Stumpy looked at Fleta with new appraisal. “You weren’t guessing,” she said flatly.
“I understand animals,” Fleta said.
Stumpy turned and walked away.
Fleta walked back to the Ladder screen. There was her name, on the eighth rung, with Stumpy just below it. She had qualified for the Tourney.
Chapter 5 Spy
« ^ »
Bane felt the girl in his arms sag. He steadied her, realizing that Fleta had been in Mach’s embrace, just as Agape had been in his own embrace, at the time of his exchange with Mach. Fortunately this had not disrupted the process.
Bane looked out over the grassy plain. It was good to be back in Phaze, after the horrors of the pursuit by the Proton Contrary Citizens! Mach had told him briefly of the discovery by Stile, his father, that their exchange was causing a dangerous imbalance, so they had to spend more time in their own frames. Thus he was back for that reason—but the love of his home frame smote him, and he knew he was glad that this need had developed. It was early morning, just as it had been in Proton, but here it was beautiful.
Except for his separation from Agape. He loved her too, and wanted to be with her—and could not, here.
The girl blinked, recovering equilibrium. “We have exchanged, Fleta,” he told her. “I be not Mach.”
There was a little pop behind him, and a trace of vapor passed, evidently lingering from the mist of the dawn.
She stared at him. “You are alive!” she breathed. “Aye, filly.” Then he asked her about the nature of the truce Mach had told him about, but she seemed confused.
“Where are we?” she asked.
He laughed. “Where thou hast always been, mare! In Phaze, o’ course.”
Still she seemed perplexed. “Please—do some magic,” she said.
He realized that she had suffered some kind of shock, perhaps because of her proximity to the exchange he had made with Mach. He conjured a basket of oats for her.
“I am not the unicorn,” she said. “I am Agape.”
“Be thou joking, mare?”
She claimed she was not. There followed some confusion, as each doubted the other’s identity, but soon she convinced him that she was indeed Agape. He could not, however, convince her that he was Bane. Finally they compromised: he gave her a spell she could invoke for protection and left her. He would know if she used the spell, so he could check on her, for it was his magic.
Then he conjured himself to the Blue Demesnes.
His mother, the Lady Blue, welcomed him, of course. It was his father Stile he was concerned about.

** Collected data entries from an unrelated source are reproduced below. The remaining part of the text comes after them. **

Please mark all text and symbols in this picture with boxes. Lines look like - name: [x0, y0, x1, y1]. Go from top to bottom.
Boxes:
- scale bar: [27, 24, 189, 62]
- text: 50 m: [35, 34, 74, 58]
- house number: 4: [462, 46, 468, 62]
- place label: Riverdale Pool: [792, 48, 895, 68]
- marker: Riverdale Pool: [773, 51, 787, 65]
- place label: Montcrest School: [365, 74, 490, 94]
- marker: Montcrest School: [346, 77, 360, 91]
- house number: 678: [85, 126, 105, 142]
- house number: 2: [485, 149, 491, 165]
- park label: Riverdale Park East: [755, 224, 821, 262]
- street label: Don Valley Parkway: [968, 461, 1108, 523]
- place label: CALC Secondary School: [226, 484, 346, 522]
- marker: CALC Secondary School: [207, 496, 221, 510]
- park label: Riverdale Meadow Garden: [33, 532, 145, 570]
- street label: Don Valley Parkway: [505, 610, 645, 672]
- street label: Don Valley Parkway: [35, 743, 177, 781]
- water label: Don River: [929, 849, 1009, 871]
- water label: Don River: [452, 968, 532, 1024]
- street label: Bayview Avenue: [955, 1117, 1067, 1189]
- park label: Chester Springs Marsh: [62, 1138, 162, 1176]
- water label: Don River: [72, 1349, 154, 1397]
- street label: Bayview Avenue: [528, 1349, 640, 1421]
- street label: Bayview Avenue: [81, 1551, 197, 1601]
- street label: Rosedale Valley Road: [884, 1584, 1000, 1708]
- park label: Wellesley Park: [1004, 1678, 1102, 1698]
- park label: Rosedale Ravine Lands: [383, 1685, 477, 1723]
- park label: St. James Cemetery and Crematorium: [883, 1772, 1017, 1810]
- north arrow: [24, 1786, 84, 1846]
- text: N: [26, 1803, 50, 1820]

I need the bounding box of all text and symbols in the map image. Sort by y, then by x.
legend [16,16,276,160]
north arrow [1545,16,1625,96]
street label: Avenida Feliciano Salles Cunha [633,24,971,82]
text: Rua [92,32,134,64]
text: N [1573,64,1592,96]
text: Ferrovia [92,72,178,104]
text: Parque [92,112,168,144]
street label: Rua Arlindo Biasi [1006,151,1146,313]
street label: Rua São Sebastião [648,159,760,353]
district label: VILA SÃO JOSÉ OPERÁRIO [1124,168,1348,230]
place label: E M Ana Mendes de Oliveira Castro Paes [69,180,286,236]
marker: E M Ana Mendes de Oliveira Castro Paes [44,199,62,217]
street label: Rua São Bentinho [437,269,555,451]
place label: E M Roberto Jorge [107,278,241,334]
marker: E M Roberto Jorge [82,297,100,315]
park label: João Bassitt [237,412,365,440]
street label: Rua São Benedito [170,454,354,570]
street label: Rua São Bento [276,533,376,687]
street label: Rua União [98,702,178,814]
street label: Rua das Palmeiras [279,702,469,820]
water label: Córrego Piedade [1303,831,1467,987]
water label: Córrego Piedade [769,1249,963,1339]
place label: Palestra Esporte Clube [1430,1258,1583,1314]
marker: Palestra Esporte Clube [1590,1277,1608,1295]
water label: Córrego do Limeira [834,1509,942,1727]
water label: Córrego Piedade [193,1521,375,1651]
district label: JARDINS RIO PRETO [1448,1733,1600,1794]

He need not have been. They met privately in Stile’s office, protected from observation by a careful spell. “I made a mistake in judging you,” Stile said, speaking in his original dialect, as he was apt to do when serious. “Or perhaps in judging your other self, Mach the Robot. I should have remembered how Sheen was—and how Neysa was. Their offspring—” He shrugged. “I shall not err like that again.”
There was a faint ripple in the air. Bane was startled. The statement had seemed incidental, but that was the splash of truth. Stile was deadly serious.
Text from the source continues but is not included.